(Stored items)

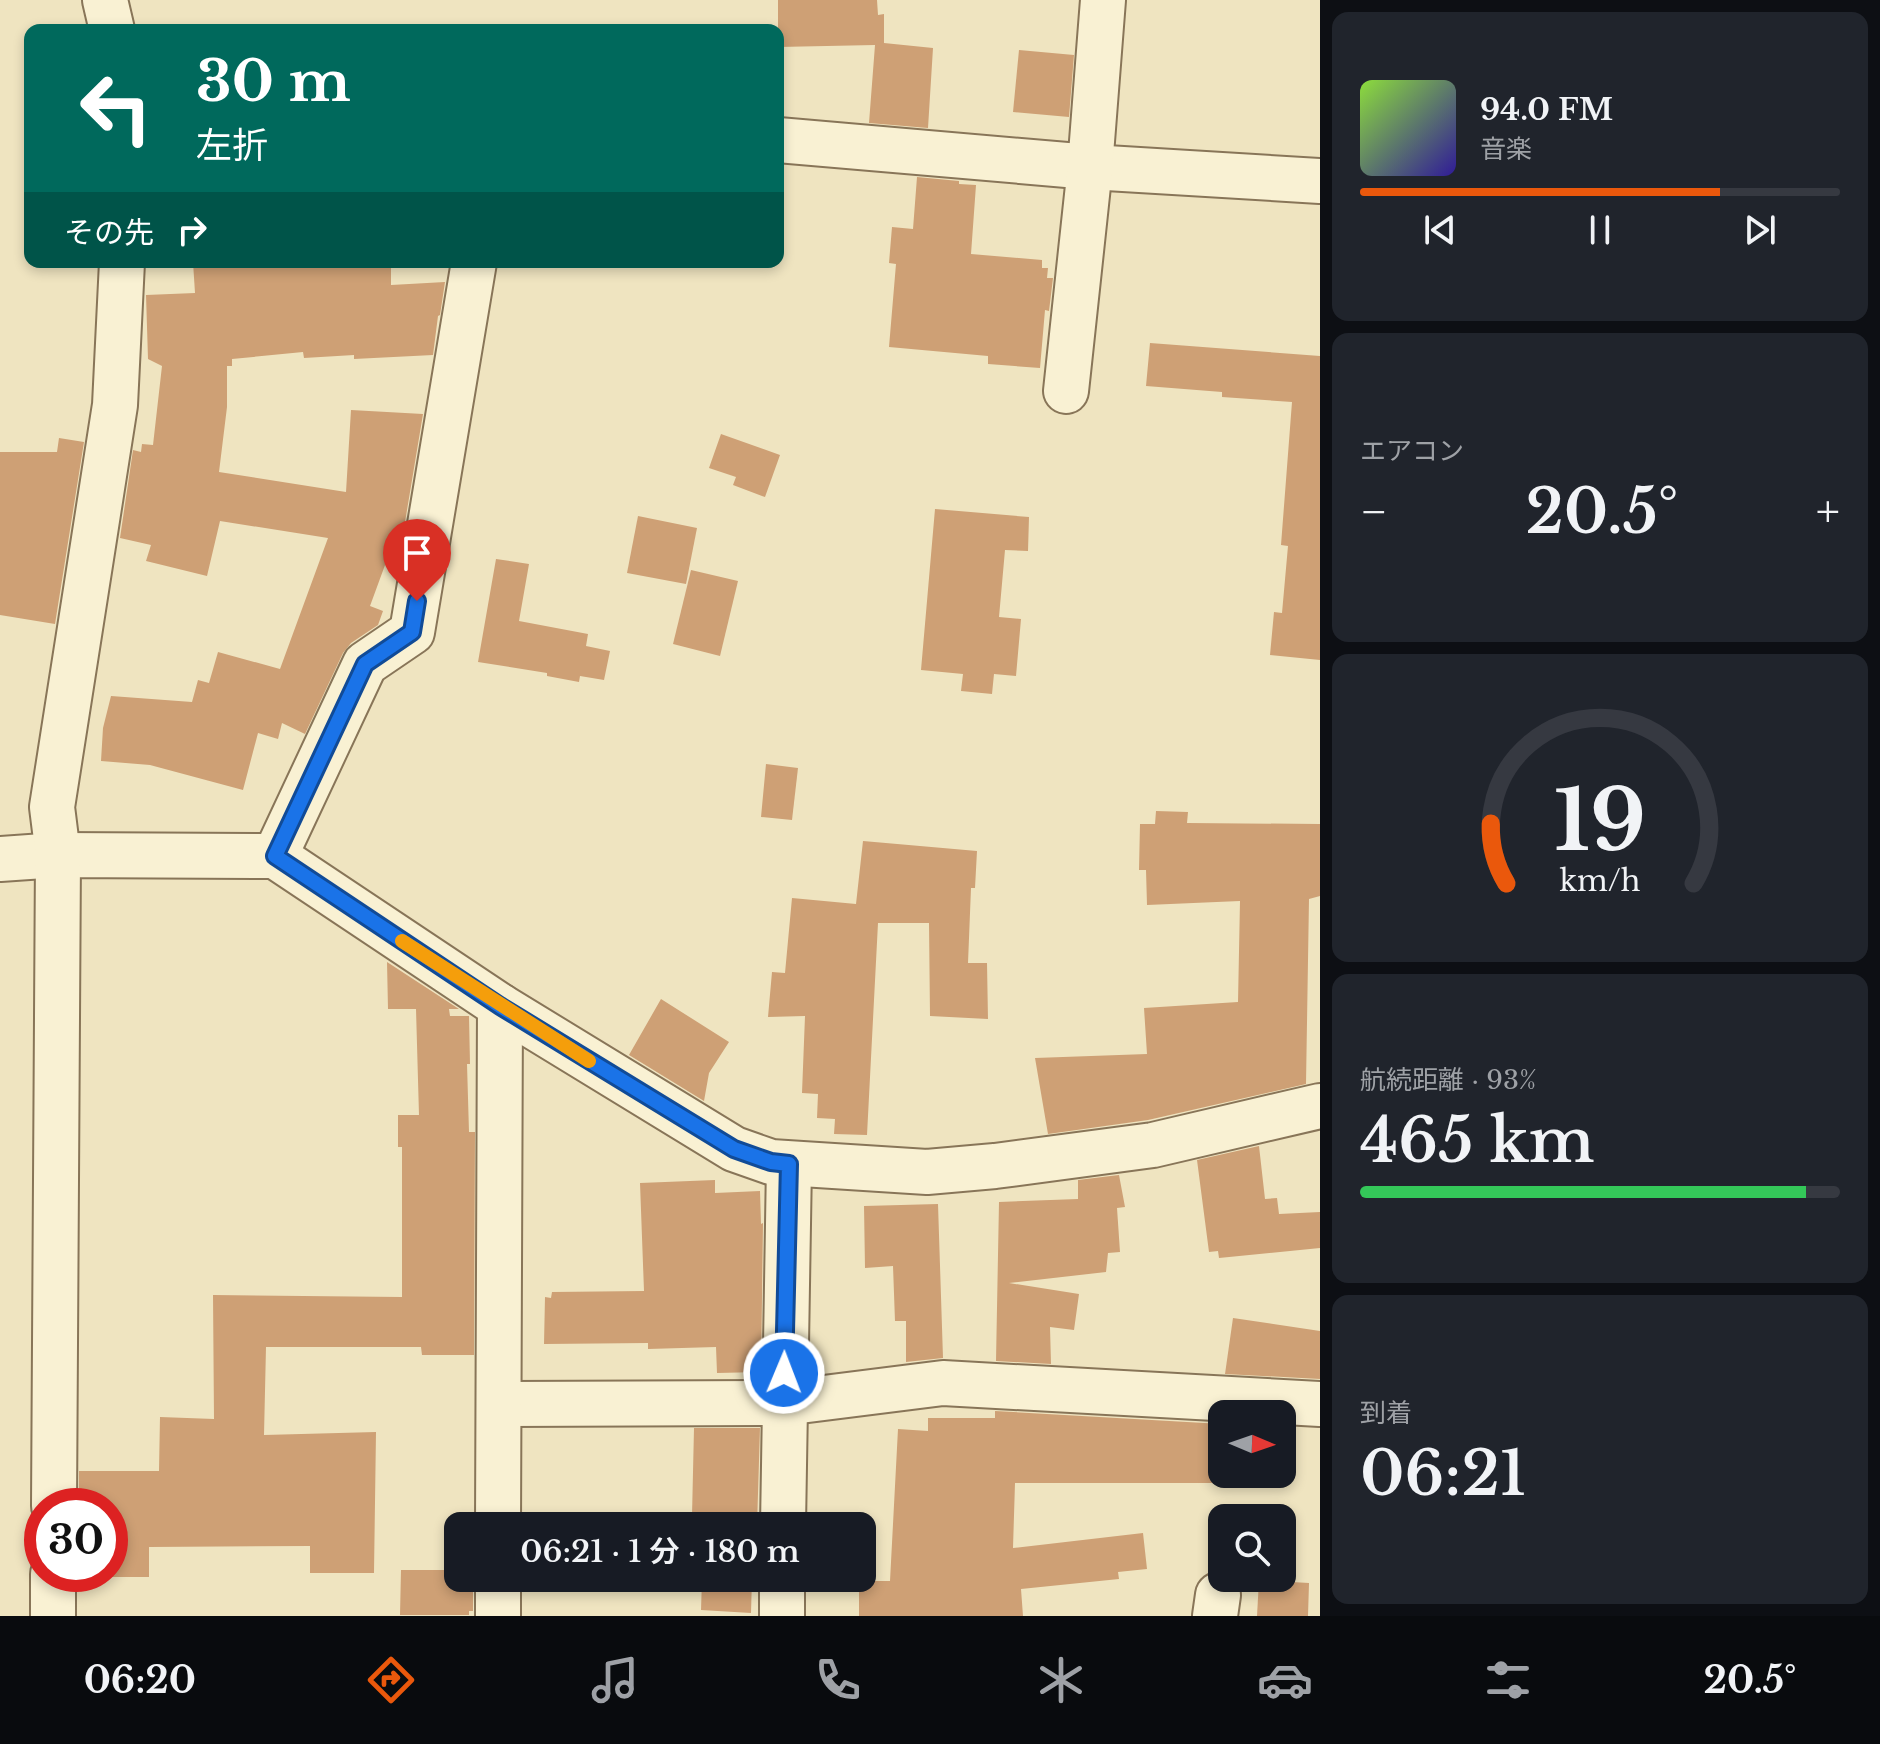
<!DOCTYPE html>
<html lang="ja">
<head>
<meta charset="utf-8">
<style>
	body { margin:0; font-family:"Libre Baskerville","Noto Sans JP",serif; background:#20242c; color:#f1f3f6; height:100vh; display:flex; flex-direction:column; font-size:30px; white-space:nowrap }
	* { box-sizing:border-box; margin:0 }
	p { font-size:26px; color:#9ea1a6 }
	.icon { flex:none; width:44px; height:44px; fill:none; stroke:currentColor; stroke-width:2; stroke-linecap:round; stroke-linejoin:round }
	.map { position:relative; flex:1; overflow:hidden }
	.drawer { display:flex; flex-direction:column; gap:12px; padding:12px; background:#0d0f14; width:560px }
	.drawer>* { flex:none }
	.top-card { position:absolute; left:24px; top:24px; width:760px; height:244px; border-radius:16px; box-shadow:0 4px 12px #0003; background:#00695c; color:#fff; overflow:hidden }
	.needle { width:52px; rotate:92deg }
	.controls { position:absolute; left:1208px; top:1400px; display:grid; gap:16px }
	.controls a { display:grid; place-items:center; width:88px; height:88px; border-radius:16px; background:#171b24; box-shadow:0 4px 12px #0003; font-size:40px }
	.speed { position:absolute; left:24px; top:1488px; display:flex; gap:16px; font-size:40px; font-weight:700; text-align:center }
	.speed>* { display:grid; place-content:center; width:104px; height:104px; border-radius:50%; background:#171b24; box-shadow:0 4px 12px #0003; line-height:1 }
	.speed .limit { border:12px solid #d22; background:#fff; color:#111 }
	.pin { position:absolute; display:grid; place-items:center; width:68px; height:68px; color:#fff; margin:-82px -34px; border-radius:50% 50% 50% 0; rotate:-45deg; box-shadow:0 0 8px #0007 }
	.pin .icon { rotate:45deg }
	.me { position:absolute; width:88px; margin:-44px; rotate:1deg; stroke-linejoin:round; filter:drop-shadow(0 0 6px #0008) }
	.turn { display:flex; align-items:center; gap:28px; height:168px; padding:0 40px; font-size:36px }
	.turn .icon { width:104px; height:104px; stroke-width:2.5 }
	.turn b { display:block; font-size:56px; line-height:68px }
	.then { display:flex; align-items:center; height:76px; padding:0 40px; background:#0003; gap:16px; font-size:30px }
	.big { font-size:60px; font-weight:600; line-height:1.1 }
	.drawer .card { flex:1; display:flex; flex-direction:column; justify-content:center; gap:12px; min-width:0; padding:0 28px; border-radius:16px; background:#20242c }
	.drawer .dial { align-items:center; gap:0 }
	.dial svg { height:208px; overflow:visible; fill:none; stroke:#363941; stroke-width:7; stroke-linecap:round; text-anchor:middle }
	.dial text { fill:#f1f3f6; stroke:none }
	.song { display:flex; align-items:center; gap:24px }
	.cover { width:96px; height:96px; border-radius:12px; background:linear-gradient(135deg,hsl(90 70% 55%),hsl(250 70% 35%)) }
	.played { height:8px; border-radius:4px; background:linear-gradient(90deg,#ea580c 75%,#363941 75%) }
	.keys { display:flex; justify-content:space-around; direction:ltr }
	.heat { display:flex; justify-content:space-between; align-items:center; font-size:44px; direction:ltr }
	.charge { height:12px; border-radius:6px; background:linear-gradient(90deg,#34c759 93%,#363941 0) }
	.trip { position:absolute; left:444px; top:1512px; width:432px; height:80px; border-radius:16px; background:#171b24; box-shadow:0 4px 12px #0003; font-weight:600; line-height:80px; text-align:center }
	.tab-bar { display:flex; height:128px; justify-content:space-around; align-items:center; background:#090b0e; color:#9ea1a6 }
	.tab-bar .icon { width:56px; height:56px }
	.tab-bar .current { color:#ea580c }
	.tab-bar b { font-size:36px; color:#f1f3f6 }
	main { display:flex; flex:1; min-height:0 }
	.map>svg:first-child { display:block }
	.building { fill:#cea075 }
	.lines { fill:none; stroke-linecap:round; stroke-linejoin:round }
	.minor-casing { stroke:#887558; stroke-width:48 }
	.minor { stroke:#f9f1d3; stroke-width:44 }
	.route-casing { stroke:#114b97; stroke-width:20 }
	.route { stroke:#1a73e8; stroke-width:14 }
	.slow { stroke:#f59e0b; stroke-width:14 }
</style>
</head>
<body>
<main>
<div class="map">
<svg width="1320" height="1616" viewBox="0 0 1320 1616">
	<rect width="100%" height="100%" fill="#efe4c0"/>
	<!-- building -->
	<g class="building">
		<polygon points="778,0 877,0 878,15 884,14 884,43 933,48 928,128 869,123 875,45 778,47"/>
		<polygon points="1019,50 1074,55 1069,117 1013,112"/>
		<polygon points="917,177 959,181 959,184 976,185 971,254 1042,260 1042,268 1048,268 1047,278 1053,278 1049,311 1045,310 1040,368 988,364 988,356 889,347 896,264 889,263 892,227 913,229"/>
		<polygon points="193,262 391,262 391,285 445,282 440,315 438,316 433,355 354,359 354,355 304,358 303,352 232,359 232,366 227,366 227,407 219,472 346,492 351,410 423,414 401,546 392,546 370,606 383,611 378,625 351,643 343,653 305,734 282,723 278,739 258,733 243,790 150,765 101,761 103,728 111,696 192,702 198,680 209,683 218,652 280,669 328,538 220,521 207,576 146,561 151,545 120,538 133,450 141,452 142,444 153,445 162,366 148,359 146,295 195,293"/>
		<polygon points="1150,343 1320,356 1320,660 1270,655 1274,612 1282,613 1288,546 1281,545 1292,402 1222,397 1222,392 1146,386"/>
		<polygon points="721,434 780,455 765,497 733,485 736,477 709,468"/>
		<polygon points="59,438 84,442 55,624 0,615 0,452 57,452"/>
		<polygon points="935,509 1029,517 1028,551 1005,550 999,617 1021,619 1016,676 994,674 992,694 961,691 963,674 921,670"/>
		<polygon points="638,516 697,528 686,584 627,573"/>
		<polygon points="496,559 529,564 519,621 588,634 586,646 610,651 604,680 580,676 579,682 547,676 547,673 478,662"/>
		<polygon points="691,570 738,581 720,656 673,644"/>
		<polygon points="766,764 798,768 792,820 761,817"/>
		<polygon points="1156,811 1188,812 1187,823 1320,824 1320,896 1309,899 1306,1084 1148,1120 1048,1134 1035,1058 1147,1054 1144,1008 1238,1002 1240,901 1147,905 1146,870 1139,870 1140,824 1155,824"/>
		<polygon points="863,841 977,851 975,888 971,888 968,963 987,963 988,1019 930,1016 929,923 878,923 867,1135 834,1134 835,1119 817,1118 818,1094 802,1093 805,1016 768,1017 772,972 785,973 792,898 856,904"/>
		<polygon points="387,962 459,1009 449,1009 450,1016 469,1016 470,1064 467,1064 469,1132 475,1132 474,1355 422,1355 421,1347 266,1347 264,1435 376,1432 374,1573 310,1573 310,1546 149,1547 149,1577 110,1577 110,1506 79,1506 79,1471 159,1471 160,1417 214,1419 213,1295 402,1297 402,1147 398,1147 398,1115 419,1115 416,1009 388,1009"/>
		<polygon points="661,999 729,1042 709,1073 704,1101 629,1055"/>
		<polygon points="1259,1146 1265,1199 1277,1198 1279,1214 1320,1212 1320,1248 1219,1258 1218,1251 1209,1252 1197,1160"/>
		<polygon points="1119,1175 1125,1207 1117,1208 1120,1252 1108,1253 1106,1272 1009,1283 1079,1294 1074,1330 1050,1327 1051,1364 996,1361 999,1202 1078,1199 1078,1180"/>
		<polygon points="715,1180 715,1193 760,1191 761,1224 763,1223 761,1372 717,1373 716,1347 648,1349 648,1343 544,1344 545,1297 551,1298 552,1292 644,1291 640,1183"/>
		<polygon points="938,1204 943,1358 906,1362 906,1321 895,1321 893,1266 865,1268 864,1206"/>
		<polygon points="1233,1318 1320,1331 1320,1379 1225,1374"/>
		<polygon points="995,1411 1222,1424 1222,1483 1015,1483 1013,1548 1143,1533 1147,1569 1118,1572 1119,1579 1021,1589 1023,1616 859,1616 859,1581 890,1581 898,1429 928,1431 928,1418 995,1418"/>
		<polygon points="694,1428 760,1428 757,1526 702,1526 702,1516 692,1516"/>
		<polygon points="401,1570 458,1570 458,1578 473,1578 473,1611 469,1611 469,1615 400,1615"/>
		<polygon points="702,1578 752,1578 751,1613 701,1610"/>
		<polygon points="1259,1580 1309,1583 1308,1616 1257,1616"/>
	</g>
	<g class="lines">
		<defs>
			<g id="minor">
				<polyline points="105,0 112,30"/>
				<polyline points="778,140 1090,167 1320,181"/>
				<polyline points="1066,391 1090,167 1103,0"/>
				<polyline points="275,856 365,664 412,632 474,262"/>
				<polyline points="0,859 58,855 275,856 500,1006 734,1149 771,1162 927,1172 995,1166 1153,1145 1320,1106"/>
				<polyline points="499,1404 784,1403 943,1383 1320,1404"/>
				<polyline points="54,1506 58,855 52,807 115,405 122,262"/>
				<polyline points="498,1526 500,1006"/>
				<polyline points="783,1526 789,1164"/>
				<polyline points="53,1616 53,1574"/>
				<polyline points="498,1616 498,1578"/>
				<polyline points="782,1616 782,1578"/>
				<polyline points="1215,1616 1218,1595"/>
			</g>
		</defs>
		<!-- minor casing -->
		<use href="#minor" class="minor-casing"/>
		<!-- minor -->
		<use href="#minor" class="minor"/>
	</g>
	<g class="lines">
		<defs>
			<polyline id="route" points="417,601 412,632 365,664 275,856 500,1006 734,1149 771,1162 789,1164 784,1373"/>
		</defs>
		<!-- route casing -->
		<use href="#route" class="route-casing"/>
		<!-- route -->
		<use href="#route" class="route"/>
		<!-- slow -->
		<polyline class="slow" points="402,941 589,1061"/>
	</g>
</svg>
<div class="controls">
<a><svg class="needle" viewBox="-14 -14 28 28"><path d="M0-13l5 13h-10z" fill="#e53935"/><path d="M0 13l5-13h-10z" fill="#9ea1a6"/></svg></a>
<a><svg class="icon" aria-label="search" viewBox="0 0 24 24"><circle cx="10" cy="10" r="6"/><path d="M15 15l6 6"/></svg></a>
</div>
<div class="speed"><div class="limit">30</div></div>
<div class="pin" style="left:417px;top:601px;background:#d93025"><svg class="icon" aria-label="arrive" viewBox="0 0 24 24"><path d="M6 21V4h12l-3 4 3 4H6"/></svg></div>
<svg class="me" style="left:784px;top:1373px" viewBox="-20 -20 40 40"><circle r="17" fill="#1a73e8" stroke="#fff" stroke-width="3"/><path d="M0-11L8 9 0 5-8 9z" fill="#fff"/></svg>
<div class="trip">06:21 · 1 分 · 180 m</div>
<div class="top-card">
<div class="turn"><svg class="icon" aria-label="left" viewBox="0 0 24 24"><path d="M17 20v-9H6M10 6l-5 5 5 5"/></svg><div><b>30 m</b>左折</div></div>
<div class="then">その先<svg class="icon" aria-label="right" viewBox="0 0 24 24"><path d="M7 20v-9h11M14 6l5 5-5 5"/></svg></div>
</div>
</div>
<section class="drawer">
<div class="card">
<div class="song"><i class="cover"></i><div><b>94.0 FM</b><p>音楽</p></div></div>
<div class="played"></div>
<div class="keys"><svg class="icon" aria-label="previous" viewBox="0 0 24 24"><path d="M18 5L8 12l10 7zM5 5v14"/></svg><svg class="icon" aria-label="pause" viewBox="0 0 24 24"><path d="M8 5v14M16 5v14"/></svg><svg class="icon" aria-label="next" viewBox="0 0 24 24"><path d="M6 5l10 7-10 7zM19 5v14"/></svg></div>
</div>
<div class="card"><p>エアコン</p>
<div class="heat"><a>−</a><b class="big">20.5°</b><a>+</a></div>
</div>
<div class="card dial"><svg viewBox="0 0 100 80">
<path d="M14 69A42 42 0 1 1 86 69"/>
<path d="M14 69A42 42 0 0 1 8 46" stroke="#ea580c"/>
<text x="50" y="56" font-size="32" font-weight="700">19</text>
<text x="50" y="72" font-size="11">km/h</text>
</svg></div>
<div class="card"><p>航続距離 · 93%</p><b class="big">465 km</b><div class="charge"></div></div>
<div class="card"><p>到着</p><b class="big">06:21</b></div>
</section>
</main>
<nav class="tab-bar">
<b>06:20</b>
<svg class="icon current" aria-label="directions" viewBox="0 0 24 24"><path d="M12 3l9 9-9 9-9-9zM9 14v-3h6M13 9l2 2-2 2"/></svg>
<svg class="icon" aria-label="music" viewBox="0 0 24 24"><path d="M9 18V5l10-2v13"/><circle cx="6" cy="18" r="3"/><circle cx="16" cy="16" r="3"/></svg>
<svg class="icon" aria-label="phone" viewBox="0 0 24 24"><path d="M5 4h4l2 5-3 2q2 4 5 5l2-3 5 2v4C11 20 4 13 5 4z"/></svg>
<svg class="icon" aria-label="climate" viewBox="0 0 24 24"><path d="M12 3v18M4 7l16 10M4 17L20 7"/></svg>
<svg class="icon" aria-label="car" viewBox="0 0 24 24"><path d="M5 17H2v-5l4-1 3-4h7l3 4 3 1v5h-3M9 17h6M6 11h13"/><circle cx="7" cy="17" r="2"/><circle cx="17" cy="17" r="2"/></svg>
<svg class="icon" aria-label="filters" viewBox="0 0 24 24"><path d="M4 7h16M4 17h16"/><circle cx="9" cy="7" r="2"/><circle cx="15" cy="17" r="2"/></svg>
<b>20.5°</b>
</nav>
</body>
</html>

◆ WHAT IS REQUIRED
Search the entries for the string "keys" and copy each line where it occurs.

◆ THE COMPLETED TASK
	.keys { display:flex; justify-content:space-around; direction:ltr }
<div class="keys"><svg class="icon" aria-label="previous" viewBox="0 0 24 24"><path d="M18 5L8 12l10 7zM5 5v14"/></svg><svg class="icon" aria-label="pause" viewBox="0 0 24 24"><path d="M8 5v14M16 5v14"/></svg><svg class="icon" aria-label="next" viewBox="0 0 24 24"><path d="M6 5l10 7-10 7zM19 5v14"/></svg></div>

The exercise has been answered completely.